Finding Patterns in Nature and Genetics

March 8, 2019

Computational Thinking

We know that Computational Thinking has four parts

Decomposition
Pattern recognition
Abstraction
Algorithm design

Today we will talk about patterns

Patterns

in the dictionary

a repeated decorative design: a wallpaper pattern
an arrangement or sequence regularly found in comparable objects: the house had been built on the usual pattern
a regular form or sequence discernible in certain actions or situations: the problems followed a repeated pattern

Science is about Patterns

The goal of Science is to understand Nature
We find the laws that explain Patterns in Nature
The first step is to find Patterns
- Day & Night, Winter & Summer are Patterns
- Understanding seasons allows us to survive
- Some food makes us healthy
- Understanding which food makes us sick is essential to survive

Patterns in Technology

Patterns in Nature

Patterns in Art

Patterns in Decoration

Patterns in Music

Patterns in programs: loops

Patterns in programs

When we see a pattern we can make

loops, if we need to repeat the pattern in one place
- Like drawing each angle in a star
functions, if the pattern is used in several places
- Like drawing several stars in different places.

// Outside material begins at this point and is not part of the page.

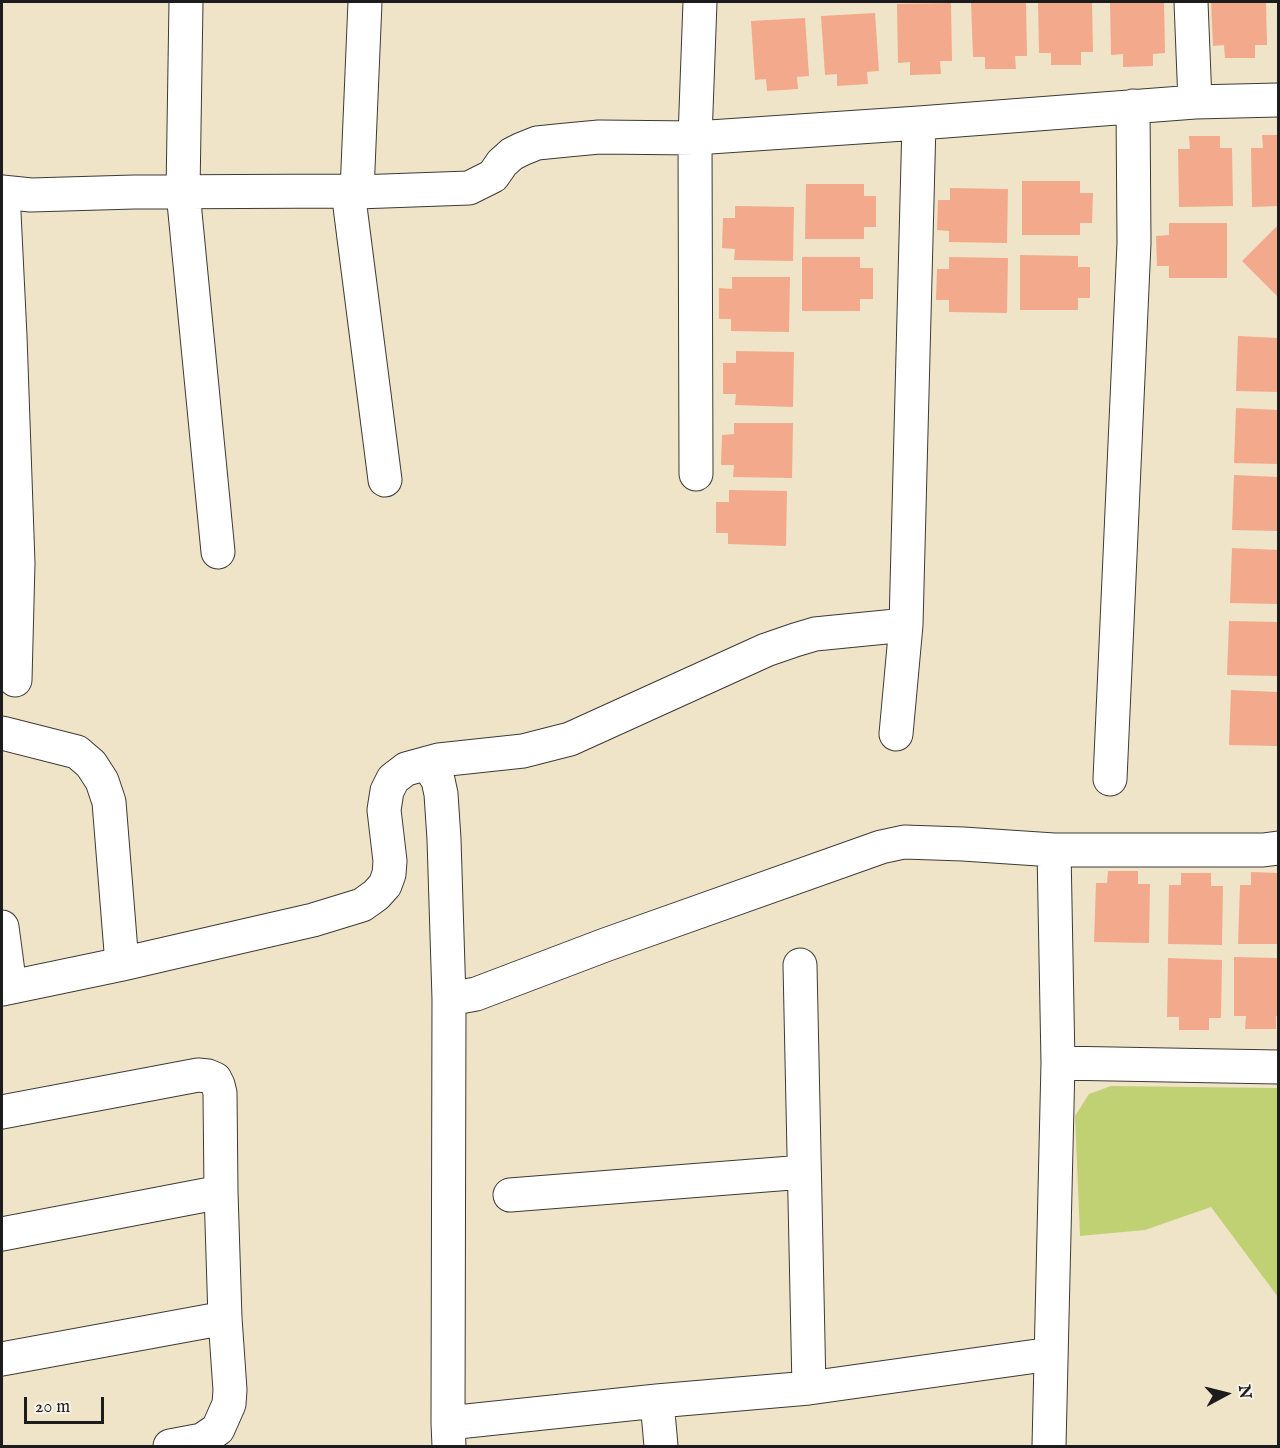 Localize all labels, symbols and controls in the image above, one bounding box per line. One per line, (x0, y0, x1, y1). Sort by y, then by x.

There is another kind of pattern

Recursive patterns in Nature

Recursive patterns in Trees

Recursive patterns in Rivers

Recursive patterns in the Body

A Pattern can be part of itself

Sometimes the easiest way to define a pattern is to use the same pattern.

For example:

A tree has a trunk and branches. Each branch is a trunk with branches.
- In other words, each branch is a little tree
- Real trees or phylogenetic trees
Rivers are made of small rivers
blood vessels connect smaller blood vessels

Recursive functions

To represent these patterns we use functions that are part of themselves

example<-function(input) {
    code
    example(data)
    code
    return(output)
}

Example of recursive function

One useful mathematical function is factorial

The factorial of a \(n\) is \(n!\), defined as \[n! = n\cdot(n-1)!\]

That is, the factorial of n is n times the factorial of n-1

How do we write it in R?

Let’s write our own factorial function

factorial <- function(n) {
    ans <- n * factorial(n-1)
    return(ans)
}

There is an error here. Can you find it?

Use the debugger to see what is happening

Exit condition

Each recursive function needs an exit condition

That is, some rule to decide when to finish

There is always an easy case that does not require recursion

For example, the factorial of 1 is \(1! = 1\).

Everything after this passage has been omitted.